-- Source data follows --

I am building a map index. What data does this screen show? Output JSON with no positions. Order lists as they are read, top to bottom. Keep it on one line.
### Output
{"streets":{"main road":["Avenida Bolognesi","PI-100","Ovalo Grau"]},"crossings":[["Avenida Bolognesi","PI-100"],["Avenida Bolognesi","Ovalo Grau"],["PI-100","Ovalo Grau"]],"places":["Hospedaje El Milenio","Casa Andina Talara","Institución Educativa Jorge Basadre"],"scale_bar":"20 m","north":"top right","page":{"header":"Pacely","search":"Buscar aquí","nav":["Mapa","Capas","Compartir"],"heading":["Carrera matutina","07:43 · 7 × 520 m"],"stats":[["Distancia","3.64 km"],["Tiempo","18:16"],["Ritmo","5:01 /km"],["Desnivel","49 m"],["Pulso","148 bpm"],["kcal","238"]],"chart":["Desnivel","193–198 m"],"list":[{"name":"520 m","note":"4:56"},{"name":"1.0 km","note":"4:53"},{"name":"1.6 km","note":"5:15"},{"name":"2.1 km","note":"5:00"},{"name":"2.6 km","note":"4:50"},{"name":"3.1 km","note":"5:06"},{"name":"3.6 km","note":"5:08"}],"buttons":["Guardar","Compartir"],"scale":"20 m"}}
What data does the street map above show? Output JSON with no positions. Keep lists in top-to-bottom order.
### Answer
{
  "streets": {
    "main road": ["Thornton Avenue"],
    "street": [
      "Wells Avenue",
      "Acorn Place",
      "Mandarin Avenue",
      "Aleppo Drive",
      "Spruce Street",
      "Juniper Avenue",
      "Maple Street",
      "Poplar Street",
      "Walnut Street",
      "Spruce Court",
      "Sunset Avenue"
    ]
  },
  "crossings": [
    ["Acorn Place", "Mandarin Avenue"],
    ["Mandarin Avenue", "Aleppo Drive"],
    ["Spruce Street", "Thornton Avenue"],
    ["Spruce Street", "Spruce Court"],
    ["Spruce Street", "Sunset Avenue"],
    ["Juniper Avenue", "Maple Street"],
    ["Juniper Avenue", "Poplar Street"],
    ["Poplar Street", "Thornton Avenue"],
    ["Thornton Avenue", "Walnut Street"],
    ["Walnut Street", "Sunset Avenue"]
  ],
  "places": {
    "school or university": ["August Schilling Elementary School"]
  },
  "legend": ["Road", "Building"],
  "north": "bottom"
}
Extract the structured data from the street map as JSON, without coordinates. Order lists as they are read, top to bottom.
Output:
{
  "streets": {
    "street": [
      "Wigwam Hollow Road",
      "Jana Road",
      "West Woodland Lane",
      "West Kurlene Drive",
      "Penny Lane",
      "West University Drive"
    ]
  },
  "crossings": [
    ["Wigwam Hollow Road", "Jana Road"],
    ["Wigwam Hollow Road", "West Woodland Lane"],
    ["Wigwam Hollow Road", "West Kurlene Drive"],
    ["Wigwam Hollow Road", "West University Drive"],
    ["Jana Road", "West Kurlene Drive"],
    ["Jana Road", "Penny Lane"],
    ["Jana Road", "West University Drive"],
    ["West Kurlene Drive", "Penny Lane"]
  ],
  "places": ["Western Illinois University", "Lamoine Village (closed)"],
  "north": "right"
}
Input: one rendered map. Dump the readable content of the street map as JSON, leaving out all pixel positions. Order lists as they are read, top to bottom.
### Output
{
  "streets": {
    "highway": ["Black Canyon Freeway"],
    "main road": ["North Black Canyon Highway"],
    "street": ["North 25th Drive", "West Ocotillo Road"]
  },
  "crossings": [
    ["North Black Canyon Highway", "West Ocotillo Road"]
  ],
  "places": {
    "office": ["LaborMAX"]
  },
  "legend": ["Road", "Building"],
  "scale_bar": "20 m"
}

-- Source data concluded --

### Directions for this task
Which lines of the data include the word "Keep"? Copy each one.

### Output for this task
I am building a map index. What data does this screen show? Output JSON with no positions. Order lists as they are read, top to bottom. Keep it on one line.
What data does the street map above show? Output JSON with no positions. Keep lists in top-to-bottom order.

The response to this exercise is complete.